Ella trató de alisar su ropa y su cabello mientras él la observaba con ternura, casi con adoración.

Fue entonces que unas voces de completa algarabía se escucharon en el pasillo. Fue fácil discernir que eran varias las personas que se acercaban.

-Parece que mi equipo por fin llegó -¿había exasperación en la voz de Archie? –. Los estaba esperando desde la tarde de ayer – agregó con voz fría.

De pronto Candy notó una especie de transfiguración en Archie. Lo vio también acomodarse el nudo de su corbata, pero lo peor de todo fue la dureza de su gesto.

La perilla de la puerta comenzó a protestar por no poder abrirse debido al seguro que Archie había colocado y después la voz de Paul, optimista y parlanchín se abrió paso:

-¿Archie, estás ahí?

-Candice – Archie le señaló el corte en su camisa para que ella tratara de disimularlo un poco.

-¿Qué, ya no soy Candy? Por favor tierra, trágame. ¿Por qué no te abres? -ella se sintió decepcionada y sacudida por una gran turbulencia.

Archie hizo lo suyo al acomodarse el nudo de su corbata, abrió su computadora y después se dirigió cauteloso a abrir la puerta. Paul entró con la comitiva que lo acompañaba sin prestar atención a la médico.

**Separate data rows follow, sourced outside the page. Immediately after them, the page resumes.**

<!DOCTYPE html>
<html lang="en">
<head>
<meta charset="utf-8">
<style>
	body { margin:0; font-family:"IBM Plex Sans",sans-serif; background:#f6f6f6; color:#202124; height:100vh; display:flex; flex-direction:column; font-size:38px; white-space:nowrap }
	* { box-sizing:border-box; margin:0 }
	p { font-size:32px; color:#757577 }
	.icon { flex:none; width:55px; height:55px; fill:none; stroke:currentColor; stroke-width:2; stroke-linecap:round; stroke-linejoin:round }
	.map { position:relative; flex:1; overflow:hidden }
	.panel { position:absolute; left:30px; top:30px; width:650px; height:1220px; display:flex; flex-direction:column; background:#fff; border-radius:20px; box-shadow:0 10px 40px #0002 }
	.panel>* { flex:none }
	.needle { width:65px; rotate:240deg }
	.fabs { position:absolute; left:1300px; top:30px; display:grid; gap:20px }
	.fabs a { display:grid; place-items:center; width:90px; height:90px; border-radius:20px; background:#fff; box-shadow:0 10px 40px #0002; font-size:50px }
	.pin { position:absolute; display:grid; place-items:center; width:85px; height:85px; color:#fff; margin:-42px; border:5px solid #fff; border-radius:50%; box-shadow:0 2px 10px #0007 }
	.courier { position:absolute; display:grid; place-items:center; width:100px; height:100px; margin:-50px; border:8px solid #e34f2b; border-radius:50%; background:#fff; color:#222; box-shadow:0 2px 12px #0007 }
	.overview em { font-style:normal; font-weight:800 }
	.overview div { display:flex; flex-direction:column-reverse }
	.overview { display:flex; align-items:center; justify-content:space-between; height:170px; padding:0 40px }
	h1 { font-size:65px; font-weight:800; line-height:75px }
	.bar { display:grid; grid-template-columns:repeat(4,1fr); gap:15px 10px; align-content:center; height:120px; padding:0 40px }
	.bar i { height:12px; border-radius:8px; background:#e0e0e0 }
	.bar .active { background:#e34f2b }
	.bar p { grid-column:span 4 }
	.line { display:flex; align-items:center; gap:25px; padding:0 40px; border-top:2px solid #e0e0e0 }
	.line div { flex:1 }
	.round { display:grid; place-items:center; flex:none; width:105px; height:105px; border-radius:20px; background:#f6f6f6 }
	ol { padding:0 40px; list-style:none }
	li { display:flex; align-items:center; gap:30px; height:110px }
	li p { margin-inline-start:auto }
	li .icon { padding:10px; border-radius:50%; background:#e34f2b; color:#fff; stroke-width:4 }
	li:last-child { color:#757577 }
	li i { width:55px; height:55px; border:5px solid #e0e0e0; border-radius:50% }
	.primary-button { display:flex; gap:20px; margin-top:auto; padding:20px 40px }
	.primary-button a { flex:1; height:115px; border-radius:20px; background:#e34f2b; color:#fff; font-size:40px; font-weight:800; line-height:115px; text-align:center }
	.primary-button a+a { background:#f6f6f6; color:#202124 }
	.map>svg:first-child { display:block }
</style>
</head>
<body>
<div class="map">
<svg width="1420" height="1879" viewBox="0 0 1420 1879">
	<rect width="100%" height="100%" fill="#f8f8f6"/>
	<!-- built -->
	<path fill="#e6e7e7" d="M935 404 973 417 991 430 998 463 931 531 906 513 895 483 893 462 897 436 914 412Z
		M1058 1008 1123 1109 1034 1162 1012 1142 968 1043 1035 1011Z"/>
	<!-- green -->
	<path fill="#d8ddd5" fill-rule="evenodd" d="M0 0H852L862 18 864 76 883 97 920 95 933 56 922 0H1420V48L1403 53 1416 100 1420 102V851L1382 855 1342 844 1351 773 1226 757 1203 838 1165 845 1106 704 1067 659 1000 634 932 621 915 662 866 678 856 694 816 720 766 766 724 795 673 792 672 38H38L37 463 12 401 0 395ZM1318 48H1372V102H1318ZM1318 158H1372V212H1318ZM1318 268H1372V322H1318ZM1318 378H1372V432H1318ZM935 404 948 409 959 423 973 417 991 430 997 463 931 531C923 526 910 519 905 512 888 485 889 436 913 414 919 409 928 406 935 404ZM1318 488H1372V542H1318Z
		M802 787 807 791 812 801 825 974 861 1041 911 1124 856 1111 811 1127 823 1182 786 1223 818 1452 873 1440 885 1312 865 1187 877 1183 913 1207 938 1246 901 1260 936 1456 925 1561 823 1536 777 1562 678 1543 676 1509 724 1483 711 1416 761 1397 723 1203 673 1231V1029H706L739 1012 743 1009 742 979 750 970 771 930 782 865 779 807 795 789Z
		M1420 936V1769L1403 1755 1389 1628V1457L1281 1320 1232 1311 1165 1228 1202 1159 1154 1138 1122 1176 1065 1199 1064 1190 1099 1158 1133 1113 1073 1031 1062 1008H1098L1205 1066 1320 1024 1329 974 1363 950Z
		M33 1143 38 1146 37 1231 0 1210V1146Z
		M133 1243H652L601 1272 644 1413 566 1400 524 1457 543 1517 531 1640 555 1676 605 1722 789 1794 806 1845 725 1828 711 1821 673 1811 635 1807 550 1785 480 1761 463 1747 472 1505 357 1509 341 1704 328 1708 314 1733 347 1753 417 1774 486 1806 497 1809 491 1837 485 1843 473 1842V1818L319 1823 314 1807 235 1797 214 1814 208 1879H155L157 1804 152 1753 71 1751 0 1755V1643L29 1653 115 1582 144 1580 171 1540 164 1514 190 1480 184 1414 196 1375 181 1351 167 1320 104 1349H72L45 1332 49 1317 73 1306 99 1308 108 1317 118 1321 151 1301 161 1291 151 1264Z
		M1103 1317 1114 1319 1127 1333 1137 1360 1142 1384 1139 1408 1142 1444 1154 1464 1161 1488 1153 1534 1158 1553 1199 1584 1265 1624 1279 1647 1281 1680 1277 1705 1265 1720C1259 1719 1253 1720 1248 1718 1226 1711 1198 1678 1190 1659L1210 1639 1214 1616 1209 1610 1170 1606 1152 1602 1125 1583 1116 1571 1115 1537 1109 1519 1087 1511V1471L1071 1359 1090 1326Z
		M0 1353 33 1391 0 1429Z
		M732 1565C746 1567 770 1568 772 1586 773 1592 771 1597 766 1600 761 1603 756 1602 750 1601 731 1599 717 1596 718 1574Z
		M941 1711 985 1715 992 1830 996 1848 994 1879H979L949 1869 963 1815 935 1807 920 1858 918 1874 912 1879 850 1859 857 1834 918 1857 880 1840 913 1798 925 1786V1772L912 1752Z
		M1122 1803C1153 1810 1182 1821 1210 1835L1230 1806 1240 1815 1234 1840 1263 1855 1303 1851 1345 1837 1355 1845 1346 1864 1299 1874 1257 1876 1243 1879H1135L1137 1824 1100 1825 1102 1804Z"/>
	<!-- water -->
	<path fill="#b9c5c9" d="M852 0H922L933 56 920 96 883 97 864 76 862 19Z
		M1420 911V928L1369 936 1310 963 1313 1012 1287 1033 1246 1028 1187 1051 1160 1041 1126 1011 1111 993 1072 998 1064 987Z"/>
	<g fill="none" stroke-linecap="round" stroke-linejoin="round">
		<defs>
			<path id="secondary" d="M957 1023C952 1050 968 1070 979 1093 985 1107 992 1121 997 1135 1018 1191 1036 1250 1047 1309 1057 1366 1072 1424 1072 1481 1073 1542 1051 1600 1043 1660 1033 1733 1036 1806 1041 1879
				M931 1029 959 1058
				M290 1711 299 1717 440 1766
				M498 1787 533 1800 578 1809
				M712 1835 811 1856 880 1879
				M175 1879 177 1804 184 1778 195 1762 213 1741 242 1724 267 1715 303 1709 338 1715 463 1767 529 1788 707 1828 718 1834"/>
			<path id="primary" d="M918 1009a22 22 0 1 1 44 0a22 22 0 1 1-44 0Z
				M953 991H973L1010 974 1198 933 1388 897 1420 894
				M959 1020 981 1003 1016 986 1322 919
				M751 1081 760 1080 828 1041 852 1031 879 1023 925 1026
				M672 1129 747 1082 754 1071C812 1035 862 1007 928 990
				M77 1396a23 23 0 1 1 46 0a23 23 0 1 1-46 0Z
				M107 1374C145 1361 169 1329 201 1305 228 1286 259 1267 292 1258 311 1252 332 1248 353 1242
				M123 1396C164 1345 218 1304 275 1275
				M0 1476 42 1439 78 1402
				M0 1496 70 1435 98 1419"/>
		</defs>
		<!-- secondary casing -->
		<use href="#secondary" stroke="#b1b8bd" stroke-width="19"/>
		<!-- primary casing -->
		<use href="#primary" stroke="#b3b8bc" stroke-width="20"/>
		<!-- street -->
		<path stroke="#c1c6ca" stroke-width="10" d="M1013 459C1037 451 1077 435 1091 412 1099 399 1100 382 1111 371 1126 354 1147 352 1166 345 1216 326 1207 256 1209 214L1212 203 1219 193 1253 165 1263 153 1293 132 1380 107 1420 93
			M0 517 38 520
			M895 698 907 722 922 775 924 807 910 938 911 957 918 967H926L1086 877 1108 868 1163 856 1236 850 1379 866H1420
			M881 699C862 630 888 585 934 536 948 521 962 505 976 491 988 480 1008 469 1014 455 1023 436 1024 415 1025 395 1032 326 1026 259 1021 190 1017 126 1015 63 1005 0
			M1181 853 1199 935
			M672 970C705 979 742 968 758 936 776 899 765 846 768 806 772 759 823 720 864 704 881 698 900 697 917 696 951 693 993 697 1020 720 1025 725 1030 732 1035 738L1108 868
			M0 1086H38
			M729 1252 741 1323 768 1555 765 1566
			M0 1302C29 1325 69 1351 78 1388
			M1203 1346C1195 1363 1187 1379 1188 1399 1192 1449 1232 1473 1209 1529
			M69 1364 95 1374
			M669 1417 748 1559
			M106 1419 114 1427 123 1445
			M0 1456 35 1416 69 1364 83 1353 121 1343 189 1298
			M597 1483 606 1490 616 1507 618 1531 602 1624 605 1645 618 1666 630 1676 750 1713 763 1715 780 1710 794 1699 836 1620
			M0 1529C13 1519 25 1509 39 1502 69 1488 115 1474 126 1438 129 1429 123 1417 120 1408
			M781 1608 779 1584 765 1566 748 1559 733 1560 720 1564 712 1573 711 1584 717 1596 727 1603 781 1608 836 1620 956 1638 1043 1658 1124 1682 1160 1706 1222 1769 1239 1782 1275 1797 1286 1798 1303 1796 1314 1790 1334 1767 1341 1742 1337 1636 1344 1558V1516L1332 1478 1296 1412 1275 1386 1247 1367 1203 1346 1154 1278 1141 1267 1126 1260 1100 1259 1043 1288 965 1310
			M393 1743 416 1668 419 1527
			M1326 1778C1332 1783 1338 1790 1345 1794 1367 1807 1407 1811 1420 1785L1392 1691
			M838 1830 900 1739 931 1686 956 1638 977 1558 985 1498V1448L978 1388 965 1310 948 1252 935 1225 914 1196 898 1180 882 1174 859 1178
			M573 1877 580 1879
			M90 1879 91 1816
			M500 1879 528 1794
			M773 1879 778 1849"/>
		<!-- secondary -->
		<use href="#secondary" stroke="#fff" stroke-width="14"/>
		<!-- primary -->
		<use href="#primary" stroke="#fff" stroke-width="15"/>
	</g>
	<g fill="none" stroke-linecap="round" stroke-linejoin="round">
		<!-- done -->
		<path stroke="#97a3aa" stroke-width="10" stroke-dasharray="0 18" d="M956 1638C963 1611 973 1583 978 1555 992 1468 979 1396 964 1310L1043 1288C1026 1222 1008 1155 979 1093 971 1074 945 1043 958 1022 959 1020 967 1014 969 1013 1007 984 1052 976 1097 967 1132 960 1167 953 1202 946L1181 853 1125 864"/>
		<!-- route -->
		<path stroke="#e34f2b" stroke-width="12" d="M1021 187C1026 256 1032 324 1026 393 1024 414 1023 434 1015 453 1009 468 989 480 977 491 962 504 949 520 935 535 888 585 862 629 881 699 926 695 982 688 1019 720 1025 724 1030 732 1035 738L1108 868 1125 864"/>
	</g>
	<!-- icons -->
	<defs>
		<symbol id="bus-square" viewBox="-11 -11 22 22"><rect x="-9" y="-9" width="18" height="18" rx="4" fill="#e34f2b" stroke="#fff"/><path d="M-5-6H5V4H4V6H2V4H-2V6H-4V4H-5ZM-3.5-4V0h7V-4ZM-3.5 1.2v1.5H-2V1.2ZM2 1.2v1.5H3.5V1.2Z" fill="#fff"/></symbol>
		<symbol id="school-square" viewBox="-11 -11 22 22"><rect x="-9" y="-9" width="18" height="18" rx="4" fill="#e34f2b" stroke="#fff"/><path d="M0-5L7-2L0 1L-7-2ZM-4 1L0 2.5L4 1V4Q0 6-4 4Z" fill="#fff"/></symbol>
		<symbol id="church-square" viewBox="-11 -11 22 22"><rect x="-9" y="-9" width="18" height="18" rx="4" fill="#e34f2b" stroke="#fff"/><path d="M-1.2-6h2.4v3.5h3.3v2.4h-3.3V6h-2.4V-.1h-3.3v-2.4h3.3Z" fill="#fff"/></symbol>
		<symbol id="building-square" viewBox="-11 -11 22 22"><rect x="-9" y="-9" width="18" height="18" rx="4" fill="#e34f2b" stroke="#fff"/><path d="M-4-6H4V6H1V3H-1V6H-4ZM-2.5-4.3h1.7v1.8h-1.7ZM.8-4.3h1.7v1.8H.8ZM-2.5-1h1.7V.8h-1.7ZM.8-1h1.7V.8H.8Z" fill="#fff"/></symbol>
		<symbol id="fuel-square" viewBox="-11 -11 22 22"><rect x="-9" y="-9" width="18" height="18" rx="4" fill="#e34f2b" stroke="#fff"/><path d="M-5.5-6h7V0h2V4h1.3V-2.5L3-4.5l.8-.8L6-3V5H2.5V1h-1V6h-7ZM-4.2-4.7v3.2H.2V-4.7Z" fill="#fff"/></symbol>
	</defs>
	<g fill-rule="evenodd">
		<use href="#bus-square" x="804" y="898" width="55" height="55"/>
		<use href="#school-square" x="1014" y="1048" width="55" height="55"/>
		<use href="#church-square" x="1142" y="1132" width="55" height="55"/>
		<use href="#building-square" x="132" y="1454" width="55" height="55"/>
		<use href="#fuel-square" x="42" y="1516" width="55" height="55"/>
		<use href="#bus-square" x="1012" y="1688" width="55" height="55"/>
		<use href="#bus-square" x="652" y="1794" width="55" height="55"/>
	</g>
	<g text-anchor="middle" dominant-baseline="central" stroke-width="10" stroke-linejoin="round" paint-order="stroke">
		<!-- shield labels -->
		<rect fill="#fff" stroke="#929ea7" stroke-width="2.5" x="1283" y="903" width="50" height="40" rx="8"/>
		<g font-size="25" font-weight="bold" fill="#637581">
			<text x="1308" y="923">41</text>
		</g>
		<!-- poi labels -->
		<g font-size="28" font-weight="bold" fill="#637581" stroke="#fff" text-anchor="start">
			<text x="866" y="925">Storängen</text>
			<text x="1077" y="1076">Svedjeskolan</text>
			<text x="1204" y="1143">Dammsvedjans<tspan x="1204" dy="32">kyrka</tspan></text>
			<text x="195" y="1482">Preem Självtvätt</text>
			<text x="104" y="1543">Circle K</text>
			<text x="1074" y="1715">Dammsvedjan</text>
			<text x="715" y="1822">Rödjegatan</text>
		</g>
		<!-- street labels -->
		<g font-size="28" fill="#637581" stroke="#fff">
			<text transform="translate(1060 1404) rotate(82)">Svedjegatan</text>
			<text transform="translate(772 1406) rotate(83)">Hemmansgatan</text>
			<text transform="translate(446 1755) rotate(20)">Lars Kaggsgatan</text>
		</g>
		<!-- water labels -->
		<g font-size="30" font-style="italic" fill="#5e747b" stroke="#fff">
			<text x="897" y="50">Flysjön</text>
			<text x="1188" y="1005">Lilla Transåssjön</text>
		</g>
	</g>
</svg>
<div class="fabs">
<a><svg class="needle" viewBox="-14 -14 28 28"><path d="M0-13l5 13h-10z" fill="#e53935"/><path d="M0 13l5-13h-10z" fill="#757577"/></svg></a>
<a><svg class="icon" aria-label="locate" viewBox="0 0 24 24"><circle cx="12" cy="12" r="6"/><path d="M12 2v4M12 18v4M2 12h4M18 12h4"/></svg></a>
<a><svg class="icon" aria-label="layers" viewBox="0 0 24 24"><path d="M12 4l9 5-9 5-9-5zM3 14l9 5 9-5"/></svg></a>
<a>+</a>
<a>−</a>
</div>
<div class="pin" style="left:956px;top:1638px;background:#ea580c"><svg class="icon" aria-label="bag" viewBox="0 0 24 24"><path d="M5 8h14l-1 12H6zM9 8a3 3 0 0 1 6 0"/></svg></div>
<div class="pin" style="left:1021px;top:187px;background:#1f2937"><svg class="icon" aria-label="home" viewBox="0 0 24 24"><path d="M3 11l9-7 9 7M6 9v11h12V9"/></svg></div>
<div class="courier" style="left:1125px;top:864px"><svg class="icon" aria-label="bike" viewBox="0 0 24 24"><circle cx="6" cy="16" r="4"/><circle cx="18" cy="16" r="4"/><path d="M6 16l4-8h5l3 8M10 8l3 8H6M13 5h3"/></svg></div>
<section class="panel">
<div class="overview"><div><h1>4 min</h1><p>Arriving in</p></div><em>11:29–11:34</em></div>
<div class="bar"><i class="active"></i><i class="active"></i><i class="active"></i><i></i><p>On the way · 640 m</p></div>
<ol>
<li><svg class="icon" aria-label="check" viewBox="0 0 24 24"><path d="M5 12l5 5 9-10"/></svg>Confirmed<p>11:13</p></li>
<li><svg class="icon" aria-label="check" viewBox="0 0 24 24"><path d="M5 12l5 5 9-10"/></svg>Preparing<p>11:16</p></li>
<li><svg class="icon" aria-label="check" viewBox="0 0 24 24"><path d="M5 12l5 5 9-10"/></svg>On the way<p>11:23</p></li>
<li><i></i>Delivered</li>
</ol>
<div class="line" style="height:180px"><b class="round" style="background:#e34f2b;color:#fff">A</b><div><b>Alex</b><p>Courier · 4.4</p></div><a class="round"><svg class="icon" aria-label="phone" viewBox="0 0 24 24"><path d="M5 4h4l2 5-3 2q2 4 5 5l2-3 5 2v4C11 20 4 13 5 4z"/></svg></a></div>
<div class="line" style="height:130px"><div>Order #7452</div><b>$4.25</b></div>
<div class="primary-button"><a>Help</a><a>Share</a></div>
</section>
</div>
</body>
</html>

-Finalmente llegaron – un grupo de tres ejecutivos entraron a la oficina, con ojos curiosos y alertas al mismo tiempo.

-Oh Archie – una joven de largas piernas, con un traje sastre de falda entubada que no llegaba a las rodillas se adelantó y saludó al jefe con un par de besos y una sonrisa bastante sugestiva, esforzándose por mostrarle su generoso escote.

-Bienvenida, Isabela – el ejecutivo se sintió abochornado, sin embargo, no hizo el menor movimiento para evitar los claros avances y coqueteos de la recién llegada.

-Hola, Candy – por fin Paul notó la presencia de la médico – discúlpanos, no sabía que interrumpiríamos tu reporte – el joven se sentía muy afortunado de haber encontrado a Candy y no se esforzó en esconder su entusiasmo.

Para la recién llegada, sin embargo, no pasaron desapercibidas las miradas rápidas y furtivas que Archie le dedicaba a esa mujer rubia de horrible camisa minera. Isabela la miró de pies a cabeza sin recato alguno, asegurándose de que su expresión advirtiera a la médico que Archivald Cornwell ya había sido elegido por ella y que no permitiría que ninguna mujer se atravesara en su camino. Los caballeros no se dieron por enterados de la actitud de Isabela, ellos estaban sumamente ocupados saludando y recibiendo instrucciones.

Candy estaba muda, se sentía completamente fuera de lugar. Su primera reacción era la de buscar la salida. Podría congelarse con la mirada de Archie, sin embargo, no se dejaría amedrentar; no por una cazadora.

-Archie, voy a mostrarle al equipo la oficina que los está esperando – Paul tuvo que tomar del brazo a Isabela para que comenzara a caminar a la salida. Candy seguía sintiéndose fuera de lugar, había sido ignorada por Archie, no la había presentado a los recién llegados.

Era una suerte que Paul hubiese concluido que su presencia era meramente por trabajo. Fue la temible voz de Archie la que la sacó de sus pensamientos.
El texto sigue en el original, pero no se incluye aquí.